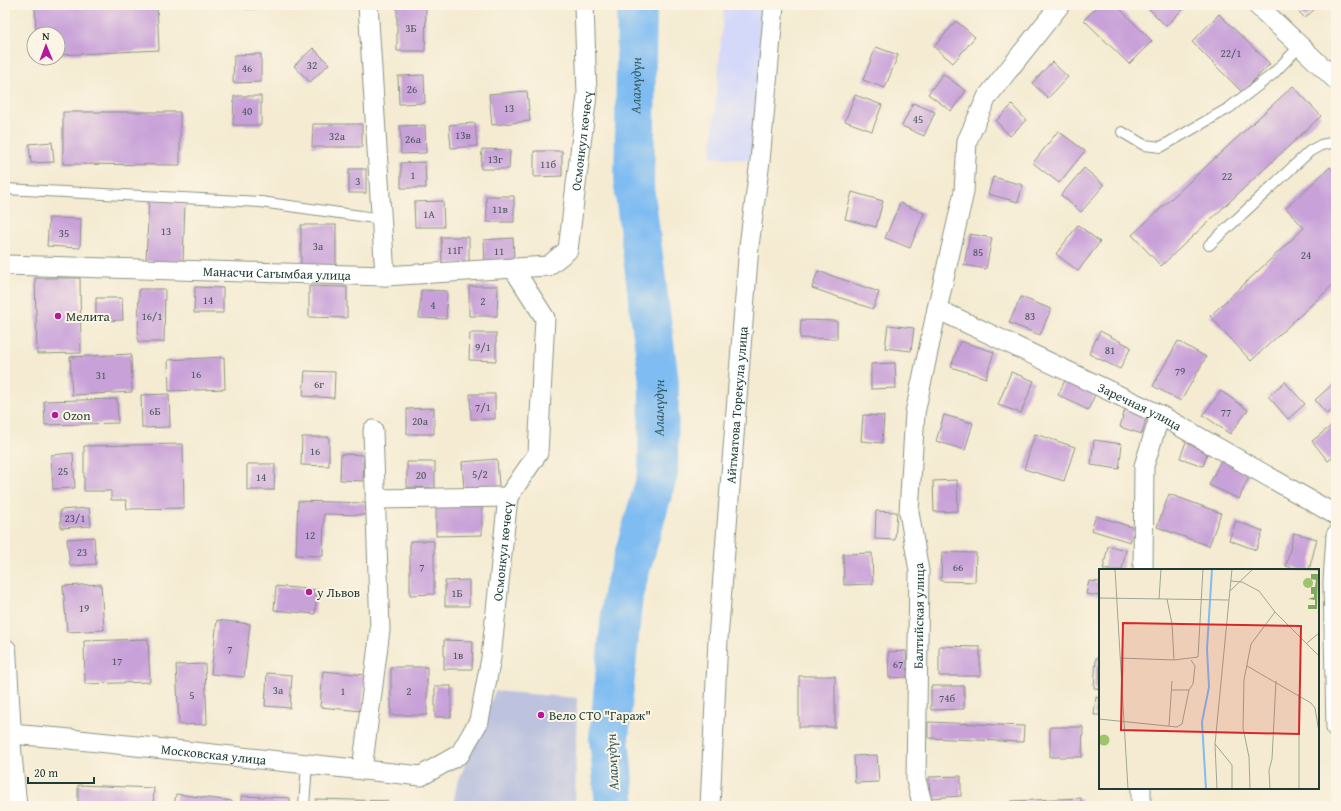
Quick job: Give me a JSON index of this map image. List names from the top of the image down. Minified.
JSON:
{"streets":{"street":["Осмонкул көчөсү","Манасчи Сагымбая улица","Айтматова Торекула улица","Заречная улица","Балтийская улица","Московская улица"]},"crossings":[["Осмонкул көчөсү","Манасчи Сагымбая улица"],["Осмонкул көчөсү","Московская улица"],["Заречная улица","Балтийская улица"]],"water":["Аламүдүн"],"places":["Мелита","Ozon","у Львов","Вело СТО \"Гараж\""],"house_numbers":["3Б","22/1","32","46","26","13","40","45","13в","32а","26а","13г","11б","1","22","3","11в","1А","13","35","3а","11Г","11","85","24","14","2","4","16/1","83","9/1","81","79","16","31","6г","7/1","6Б","77","20а","16","25","5/2","20","14","23/1","12","23","7","66","1Б","19","7","1в","17","67","3а","1","2","5","74б"],"scale_bar":"20 m","north":"top"}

> [What to work on]:
All lines in the data that contain the word "JSON" should be copied.

> [Exercise output]:
Quick job: Give me a JSON index of this map image. List names from the top of the image down. Minified.
JSON:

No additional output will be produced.